* _WHAT THIS TASK INVOLVES_
Write the listing out again exactly as it stands, with no images.

* _INPUT_
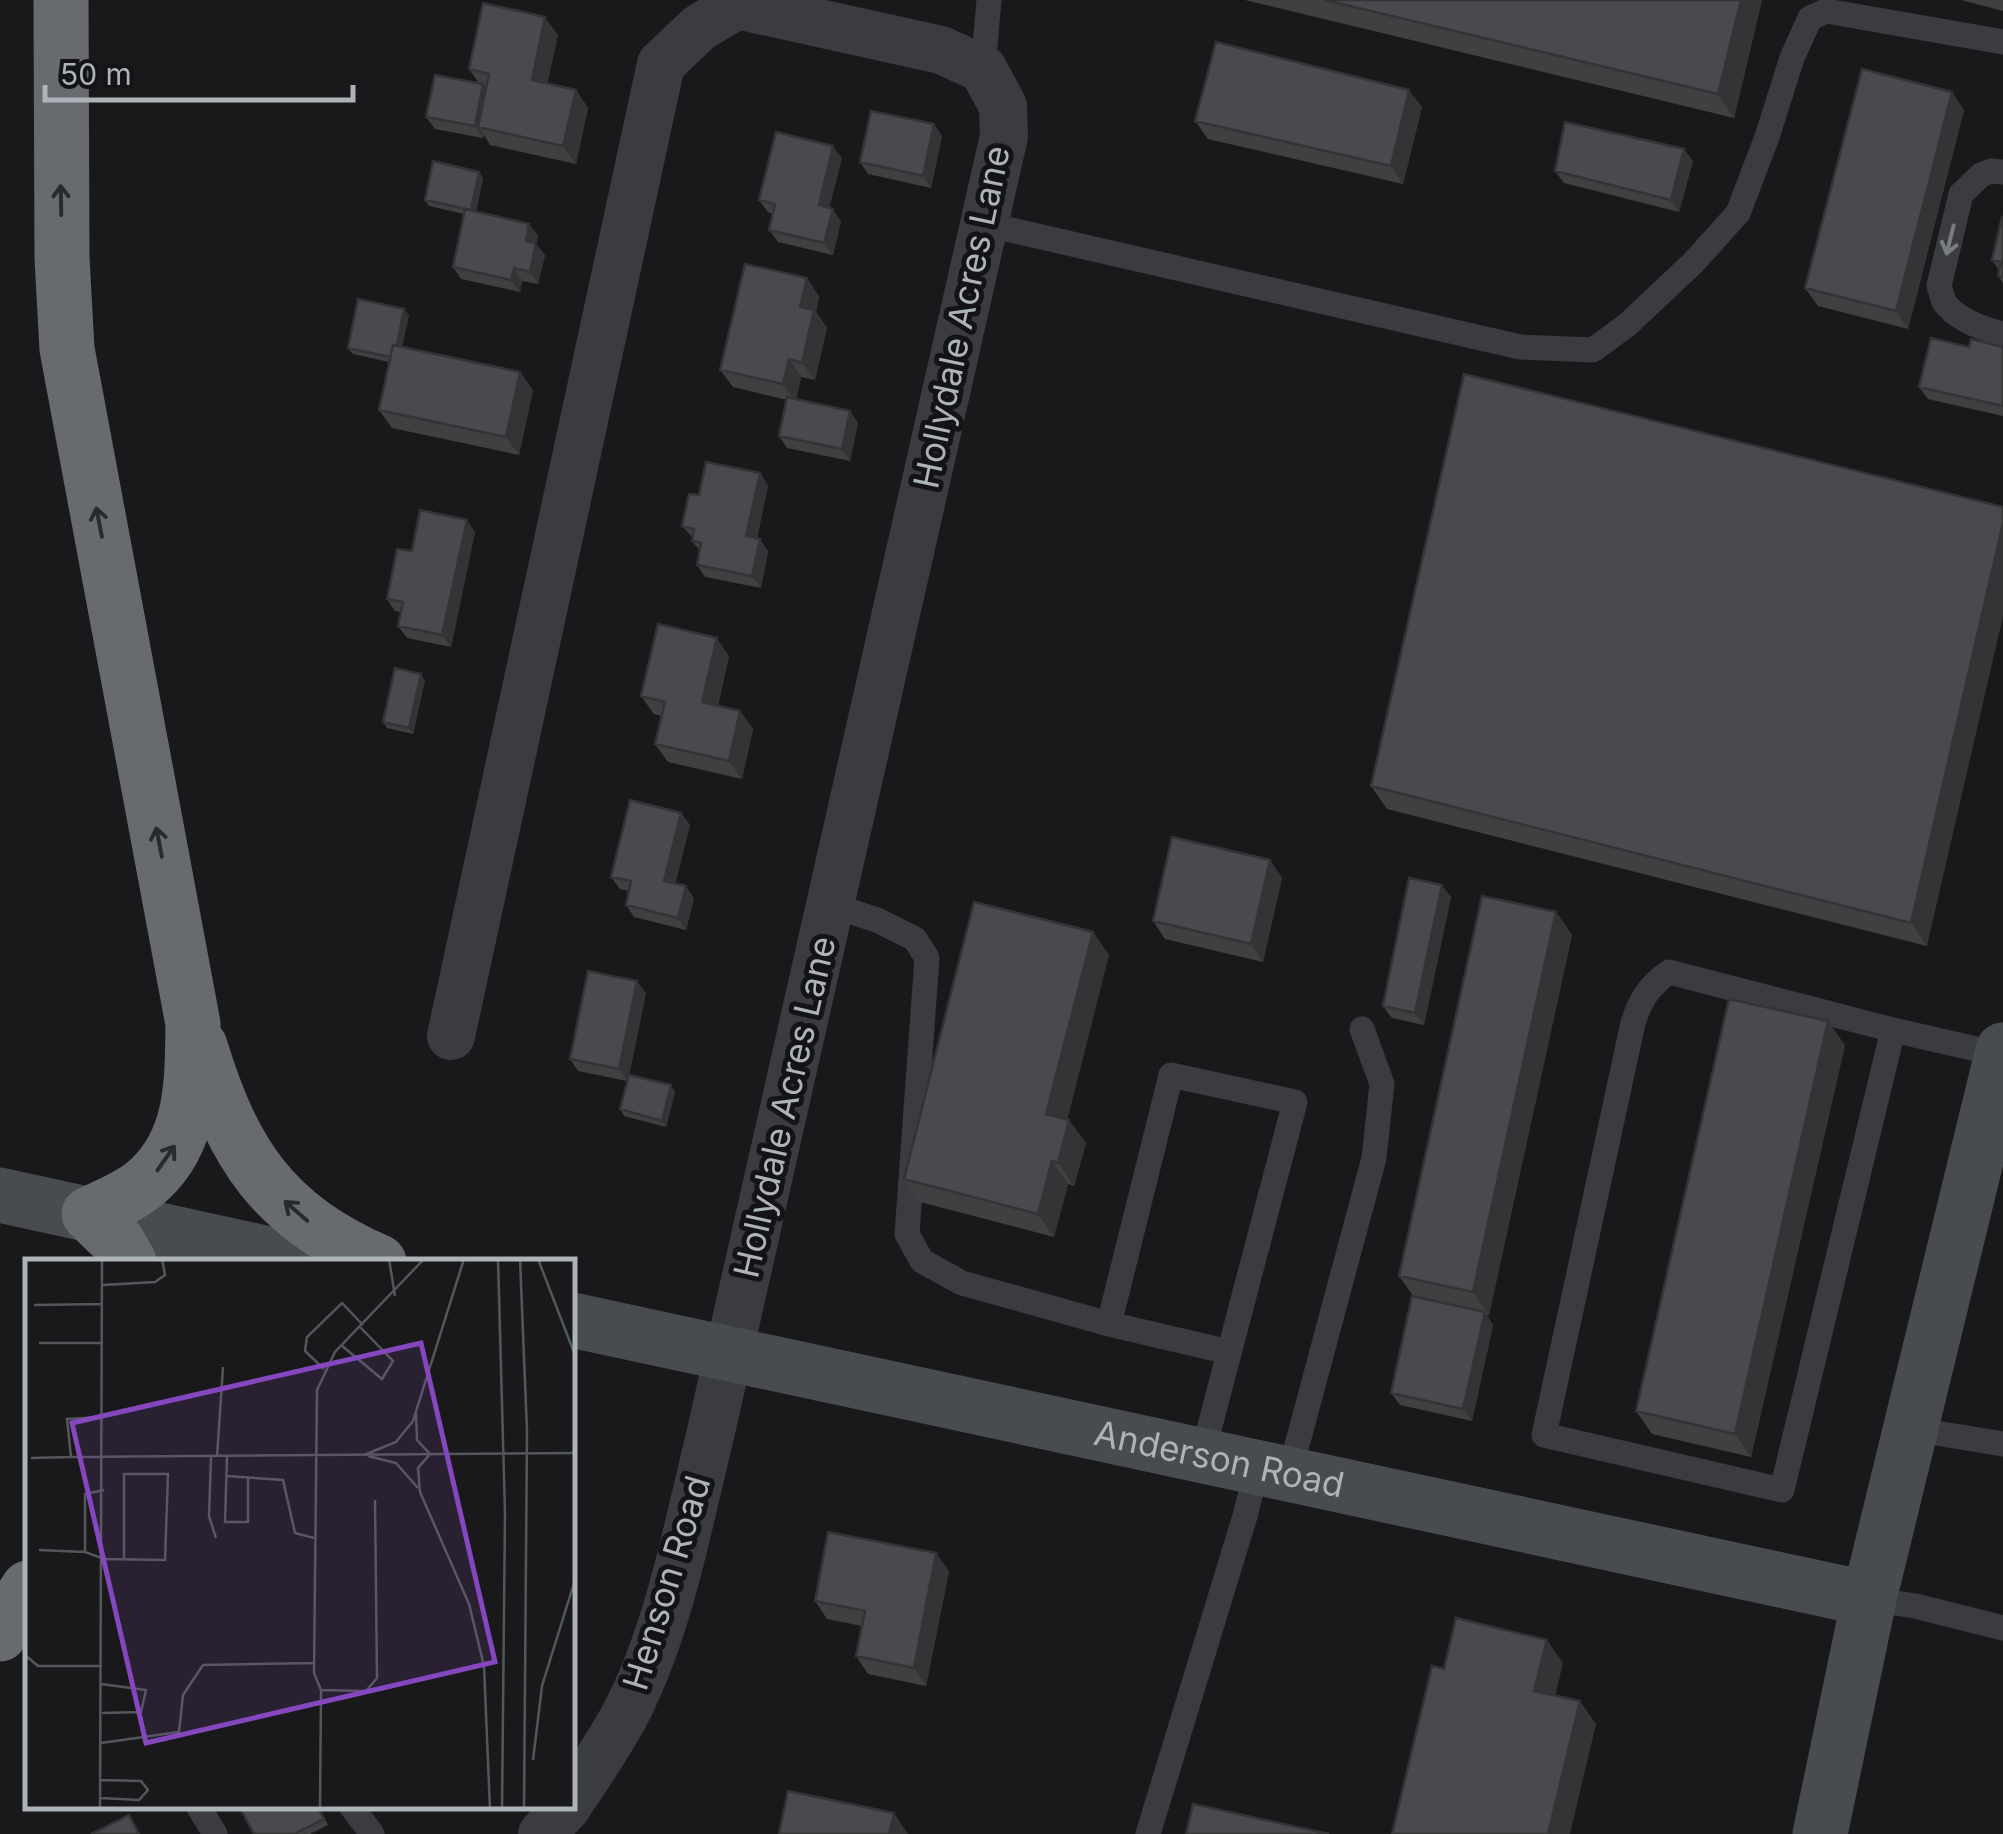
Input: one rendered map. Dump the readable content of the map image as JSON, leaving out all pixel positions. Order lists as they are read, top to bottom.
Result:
{
  "streets": {
    "street": ["Hollydale Acres Lane", "Anderson Road", "Henson Road"]
  },
  "crossings": [
    ["Hollydale Acres Lane", "Anderson Road"],
    ["Hollydale Acres Lane", "Henson Road"],
    ["Anderson Road", "Henson Road"]
  ],
  "scale_bar": "50 m"
}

* _EXERCISE RESULT_
Input: one rendered map. Dump the readable content of the map image as JSON, leaving out all pixel positions. Order lists as they are read, top to bottom.
Result:
{
  "streets": {
    "street": ["Hollydale Acres Lane", "Anderson Road", "Henson Road"]
  },
  "crossings": [
    ["Hollydale Acres Lane", "Anderson Road"],
    ["Hollydale Acres Lane", "Henson Road"],
    ["Anderson Road", "Henson Road"]
  ],
  "scale_bar": "50 m"
}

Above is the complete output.